_WHAT YOU SHOULD DO_: Please copy every line of the data in which the string "sans" appears.

_PROVIDED RECORDS_:
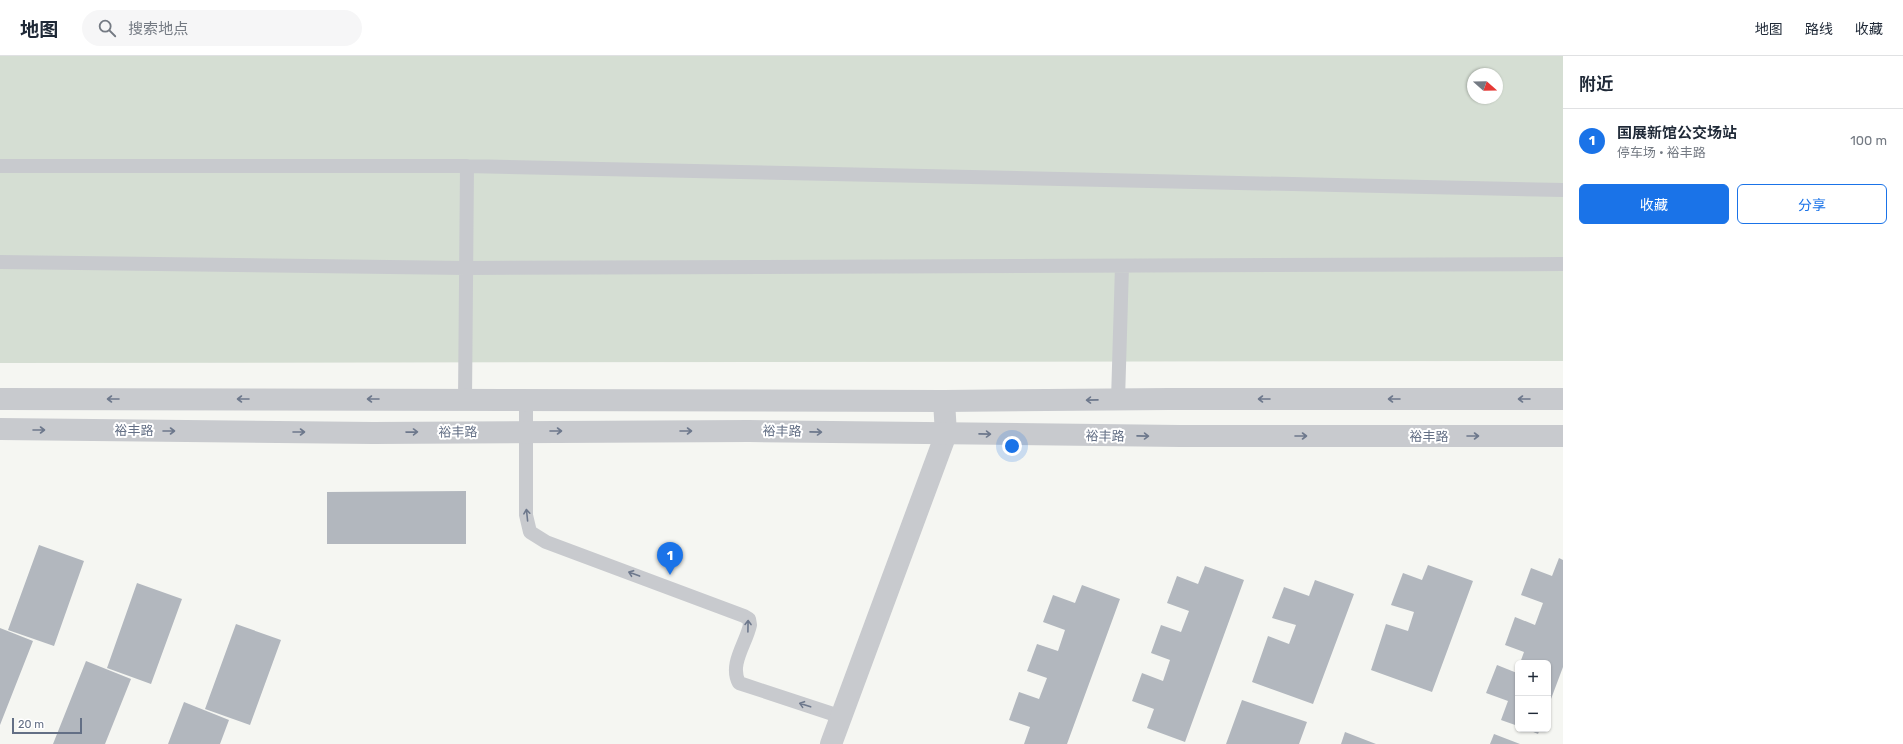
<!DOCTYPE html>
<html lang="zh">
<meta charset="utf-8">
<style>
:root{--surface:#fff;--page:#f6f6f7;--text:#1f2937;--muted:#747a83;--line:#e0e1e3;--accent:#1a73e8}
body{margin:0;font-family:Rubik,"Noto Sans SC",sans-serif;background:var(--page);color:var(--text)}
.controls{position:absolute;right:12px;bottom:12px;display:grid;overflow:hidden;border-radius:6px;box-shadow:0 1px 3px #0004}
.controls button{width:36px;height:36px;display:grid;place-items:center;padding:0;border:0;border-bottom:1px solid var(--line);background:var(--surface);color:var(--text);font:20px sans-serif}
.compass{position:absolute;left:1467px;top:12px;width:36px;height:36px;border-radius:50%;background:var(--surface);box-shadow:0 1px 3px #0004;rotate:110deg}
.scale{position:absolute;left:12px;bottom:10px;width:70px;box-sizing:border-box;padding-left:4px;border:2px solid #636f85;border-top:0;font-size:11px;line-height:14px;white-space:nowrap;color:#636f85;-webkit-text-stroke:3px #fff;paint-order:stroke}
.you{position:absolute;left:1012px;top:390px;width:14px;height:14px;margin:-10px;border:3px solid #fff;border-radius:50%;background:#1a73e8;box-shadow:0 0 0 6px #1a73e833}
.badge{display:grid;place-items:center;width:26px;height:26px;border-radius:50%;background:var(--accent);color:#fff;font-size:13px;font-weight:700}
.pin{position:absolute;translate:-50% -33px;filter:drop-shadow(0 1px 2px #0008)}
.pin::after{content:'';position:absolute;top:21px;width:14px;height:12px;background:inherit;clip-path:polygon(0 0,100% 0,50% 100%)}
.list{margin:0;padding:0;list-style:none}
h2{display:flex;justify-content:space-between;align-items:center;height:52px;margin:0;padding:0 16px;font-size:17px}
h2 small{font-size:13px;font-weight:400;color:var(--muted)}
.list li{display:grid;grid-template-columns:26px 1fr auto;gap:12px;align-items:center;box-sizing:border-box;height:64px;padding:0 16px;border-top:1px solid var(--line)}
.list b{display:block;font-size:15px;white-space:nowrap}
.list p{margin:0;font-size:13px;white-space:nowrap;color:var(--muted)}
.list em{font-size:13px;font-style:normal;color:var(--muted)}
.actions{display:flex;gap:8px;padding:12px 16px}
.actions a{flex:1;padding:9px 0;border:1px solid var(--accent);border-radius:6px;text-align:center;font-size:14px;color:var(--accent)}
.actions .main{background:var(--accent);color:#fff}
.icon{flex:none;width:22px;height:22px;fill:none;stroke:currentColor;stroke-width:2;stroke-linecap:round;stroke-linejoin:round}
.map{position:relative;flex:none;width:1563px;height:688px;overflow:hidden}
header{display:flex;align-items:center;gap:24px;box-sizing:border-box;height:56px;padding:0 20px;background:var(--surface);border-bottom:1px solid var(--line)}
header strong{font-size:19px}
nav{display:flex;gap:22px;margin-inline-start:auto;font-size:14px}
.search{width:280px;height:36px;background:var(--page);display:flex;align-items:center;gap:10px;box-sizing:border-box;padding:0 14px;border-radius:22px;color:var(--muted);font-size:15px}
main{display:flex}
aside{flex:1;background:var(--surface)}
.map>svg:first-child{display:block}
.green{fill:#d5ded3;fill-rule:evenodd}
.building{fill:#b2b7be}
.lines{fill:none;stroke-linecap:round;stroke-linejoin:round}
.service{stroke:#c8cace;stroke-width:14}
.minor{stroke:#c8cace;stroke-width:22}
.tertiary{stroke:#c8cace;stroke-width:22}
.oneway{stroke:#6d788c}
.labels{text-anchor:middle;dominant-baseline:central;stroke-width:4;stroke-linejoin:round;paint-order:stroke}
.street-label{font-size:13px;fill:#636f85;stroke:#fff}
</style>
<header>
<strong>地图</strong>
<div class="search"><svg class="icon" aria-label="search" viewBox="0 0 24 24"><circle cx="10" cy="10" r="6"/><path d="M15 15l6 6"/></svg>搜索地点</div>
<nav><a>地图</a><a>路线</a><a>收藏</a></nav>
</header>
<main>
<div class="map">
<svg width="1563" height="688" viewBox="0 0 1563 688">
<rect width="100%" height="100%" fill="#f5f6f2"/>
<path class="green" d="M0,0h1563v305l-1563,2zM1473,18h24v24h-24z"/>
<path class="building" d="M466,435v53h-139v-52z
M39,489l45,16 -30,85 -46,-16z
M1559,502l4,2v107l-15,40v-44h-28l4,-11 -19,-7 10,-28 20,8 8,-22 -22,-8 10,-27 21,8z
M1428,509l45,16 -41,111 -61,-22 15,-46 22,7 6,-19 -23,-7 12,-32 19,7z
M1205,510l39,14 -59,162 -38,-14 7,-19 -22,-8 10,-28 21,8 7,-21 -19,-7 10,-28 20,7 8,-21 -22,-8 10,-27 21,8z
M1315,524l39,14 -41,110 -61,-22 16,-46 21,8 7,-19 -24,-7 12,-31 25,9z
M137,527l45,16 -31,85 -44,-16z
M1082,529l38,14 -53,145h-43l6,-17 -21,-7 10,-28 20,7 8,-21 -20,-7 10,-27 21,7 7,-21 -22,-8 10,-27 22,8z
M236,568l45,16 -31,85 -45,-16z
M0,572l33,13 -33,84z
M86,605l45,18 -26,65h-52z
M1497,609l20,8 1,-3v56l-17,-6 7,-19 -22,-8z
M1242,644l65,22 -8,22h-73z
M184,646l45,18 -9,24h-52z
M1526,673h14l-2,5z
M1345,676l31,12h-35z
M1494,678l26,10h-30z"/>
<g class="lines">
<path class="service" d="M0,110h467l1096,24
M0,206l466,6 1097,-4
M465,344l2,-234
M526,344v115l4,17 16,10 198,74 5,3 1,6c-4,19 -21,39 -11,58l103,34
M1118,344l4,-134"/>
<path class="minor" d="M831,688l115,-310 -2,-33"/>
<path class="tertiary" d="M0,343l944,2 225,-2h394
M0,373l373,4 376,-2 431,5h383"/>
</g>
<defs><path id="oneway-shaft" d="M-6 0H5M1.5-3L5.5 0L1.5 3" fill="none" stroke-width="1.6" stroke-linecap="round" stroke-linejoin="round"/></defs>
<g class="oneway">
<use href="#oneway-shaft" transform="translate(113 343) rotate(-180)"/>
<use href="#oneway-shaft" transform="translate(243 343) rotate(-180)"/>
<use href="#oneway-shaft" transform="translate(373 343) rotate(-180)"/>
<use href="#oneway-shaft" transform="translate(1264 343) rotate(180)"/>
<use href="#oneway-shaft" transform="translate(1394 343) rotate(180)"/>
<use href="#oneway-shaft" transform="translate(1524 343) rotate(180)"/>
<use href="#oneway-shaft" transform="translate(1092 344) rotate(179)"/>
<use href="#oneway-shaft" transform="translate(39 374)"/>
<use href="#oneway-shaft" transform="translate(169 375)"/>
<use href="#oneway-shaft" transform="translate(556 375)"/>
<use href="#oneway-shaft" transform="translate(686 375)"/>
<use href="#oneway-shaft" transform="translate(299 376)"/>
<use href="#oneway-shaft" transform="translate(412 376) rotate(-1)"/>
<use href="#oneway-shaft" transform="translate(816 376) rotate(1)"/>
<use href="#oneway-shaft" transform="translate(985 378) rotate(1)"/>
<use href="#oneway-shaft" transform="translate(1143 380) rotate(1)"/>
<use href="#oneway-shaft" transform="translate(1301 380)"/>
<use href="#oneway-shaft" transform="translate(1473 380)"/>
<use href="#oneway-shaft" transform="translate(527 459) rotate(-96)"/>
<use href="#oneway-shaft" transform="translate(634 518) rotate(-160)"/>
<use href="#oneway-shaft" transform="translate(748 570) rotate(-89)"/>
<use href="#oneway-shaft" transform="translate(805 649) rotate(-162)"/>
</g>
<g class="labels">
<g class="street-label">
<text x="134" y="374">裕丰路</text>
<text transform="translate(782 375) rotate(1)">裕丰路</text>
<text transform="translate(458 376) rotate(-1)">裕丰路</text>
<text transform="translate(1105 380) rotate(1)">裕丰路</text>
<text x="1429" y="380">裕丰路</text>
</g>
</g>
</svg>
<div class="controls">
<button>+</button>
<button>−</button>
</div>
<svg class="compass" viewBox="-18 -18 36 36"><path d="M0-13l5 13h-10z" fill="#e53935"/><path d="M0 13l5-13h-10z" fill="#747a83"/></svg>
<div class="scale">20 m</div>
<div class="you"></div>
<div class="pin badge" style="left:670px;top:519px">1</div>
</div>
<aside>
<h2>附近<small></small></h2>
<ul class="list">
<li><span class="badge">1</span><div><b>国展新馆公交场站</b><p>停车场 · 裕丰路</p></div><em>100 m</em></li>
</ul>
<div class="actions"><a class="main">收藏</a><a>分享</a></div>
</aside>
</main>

_EXPECTED ANSWER_:
body{margin:0;font-family:Rubik,"Noto Sans SC",sans-serif;background:var(--page);color:var(--text)}
.controls button{width:36px;height:36px;display:grid;place-items:center;padding:0;border:0;border-bottom:1px solid var(--line);background:var(--surface);color:var(--text);font:20px sans-serif}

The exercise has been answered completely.